La Republik Natxiana de Natxo Zenborain: el refugio donde habita el surrealismo
En un mundo donde la racionalidad extrema, la burocracia rígida y la literalidad de lo tangible parecen dominar cada rincón de la existencia, el arte busca constantemente grietas por donde escapar. A veces, esa fuga no se conforma con un cuadro o un poema; necesita construir una realidad alternativa completa. Es ahí donde nace **Republik Natxiana**, la micronación surrealista ideada por este polifacético artista Natxo Zenborain, un territorio sin fronteras físicas pero con una identidad tan poderosa como los sueños más vívidos.

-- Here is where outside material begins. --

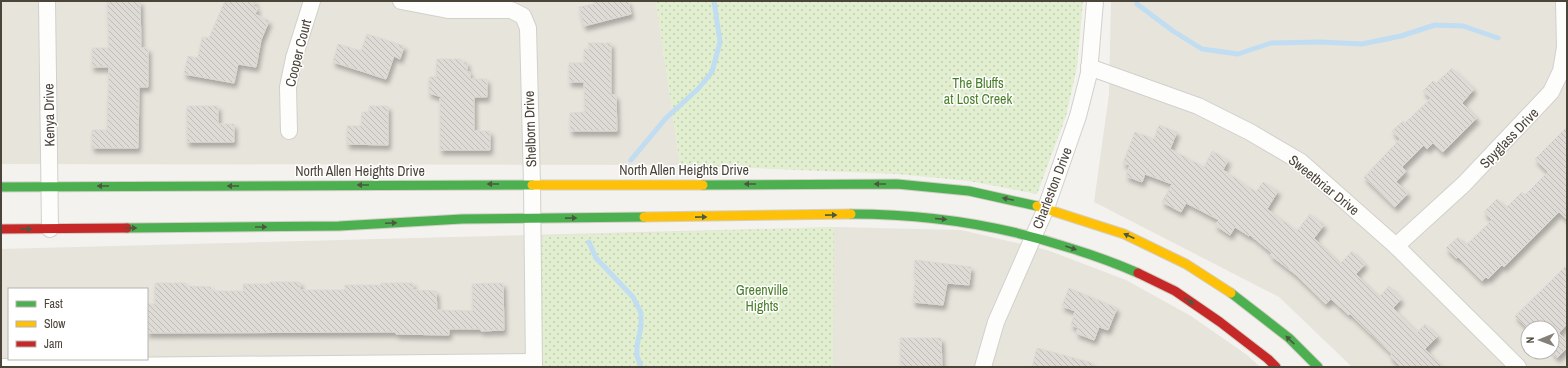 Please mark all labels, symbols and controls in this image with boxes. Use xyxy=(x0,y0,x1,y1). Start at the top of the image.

No se encontrará su capital en ningún mapa geopolítico convencional. Su territorio es digital, su gobierno es una parodia burocrática y su constitución está escrita en el lenguaje del absurdismo. La Republik Natxiana es, en esencia, **la materialización de un estado mental**. Un lugar donde un "Ministerio del Tiempo Perdido" puede declarar feriado un jueves por la tarde lluviosa, o donde un "Servicio Meteorológico Onírico" pronostica lluvias de ranas de colores y tormentas de ideas inconexas.
¿Por qué fundar una nación? La respuesta de Zenborain parece ser: porque los países reales han fracasado en dar cabida a lo irracional, a lo onírico, a la pura y libre asociación de ideas. Mientras los estados-nación se encierran en debates sobre fronteras y economías, Republik Natxiana declara la importancia de **proteger lo intangible**. Es el cobijo para esa parte del ser humano que la realidad se empeña en arrinconar: la imaginación sin límites, el humor negro y multicolor como herramienta de crítica y la belleza de lo inexplicable.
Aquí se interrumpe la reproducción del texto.